Wherever the listing holds a picture, leave it out, and copy the remainder exactly.

┄┄┄┄┄┄

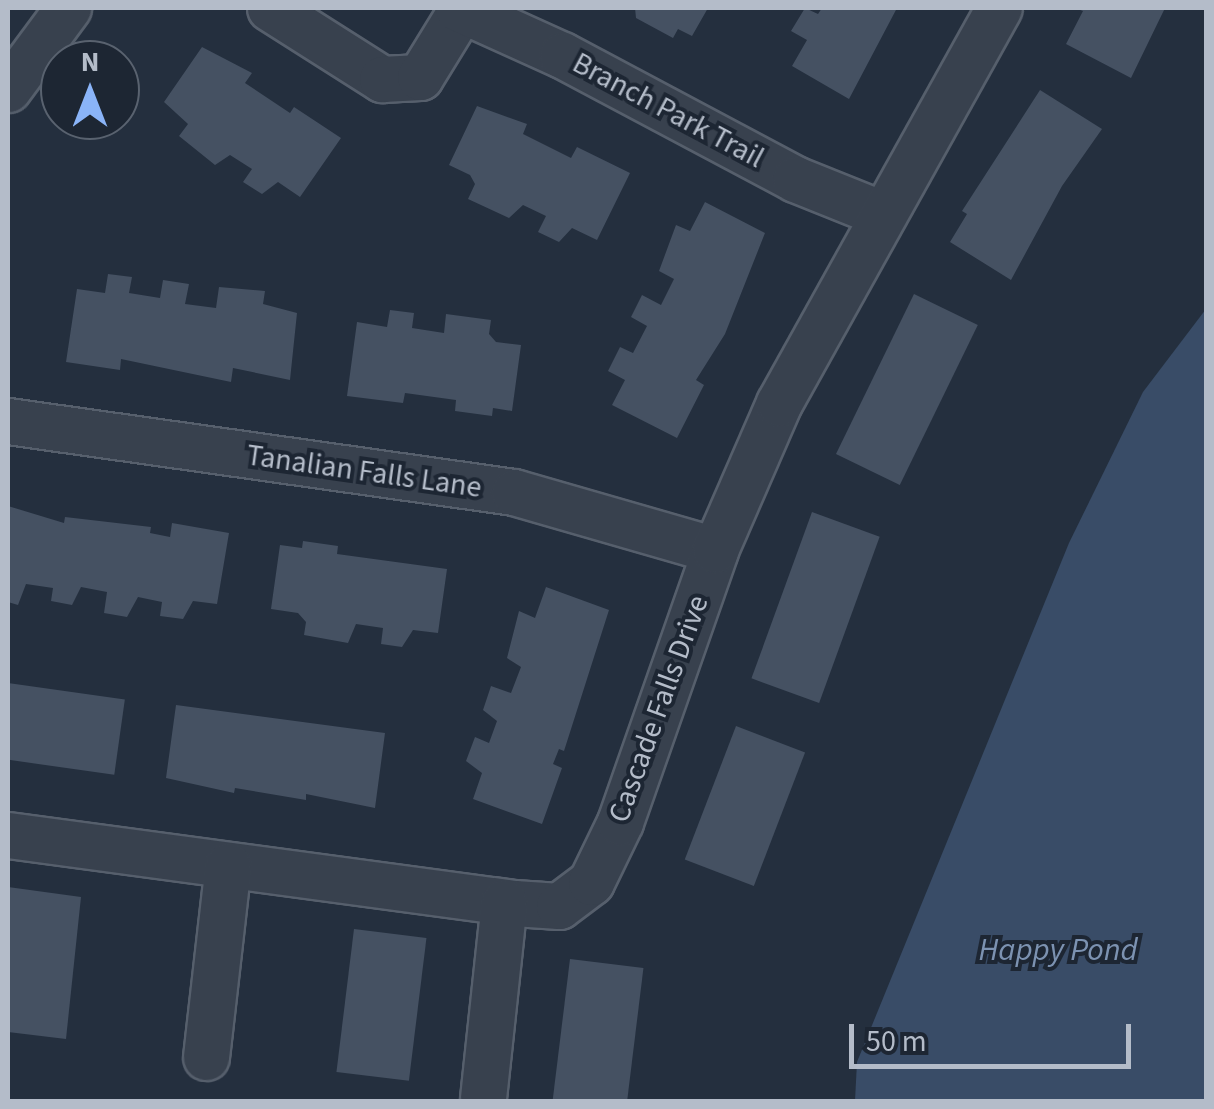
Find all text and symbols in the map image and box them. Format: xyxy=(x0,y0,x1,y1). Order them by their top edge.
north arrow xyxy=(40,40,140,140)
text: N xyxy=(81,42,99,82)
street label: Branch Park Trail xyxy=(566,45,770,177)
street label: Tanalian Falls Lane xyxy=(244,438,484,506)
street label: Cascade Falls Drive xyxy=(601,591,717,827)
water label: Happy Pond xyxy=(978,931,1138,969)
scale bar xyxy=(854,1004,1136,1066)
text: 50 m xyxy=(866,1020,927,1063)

┄┄┄┄┄┄

▶ **Solution for this exercise**:
Find all text and symbols in the map image and box them. Format: xyxy=(x0,y0,x1,y1). Order them by their top edge.
north arrow xyxy=(40,40,140,140)
text: N xyxy=(81,42,99,82)
street label: Branch Park Trail xyxy=(566,45,770,177)
street label: Tanalian Falls Lane xyxy=(244,438,484,506)
street label: Cascade Falls Drive xyxy=(601,591,717,827)
water label: Happy Pond xyxy=(978,931,1138,969)
scale bar xyxy=(854,1004,1136,1066)
text: 50 m xyxy=(866,1020,927,1063)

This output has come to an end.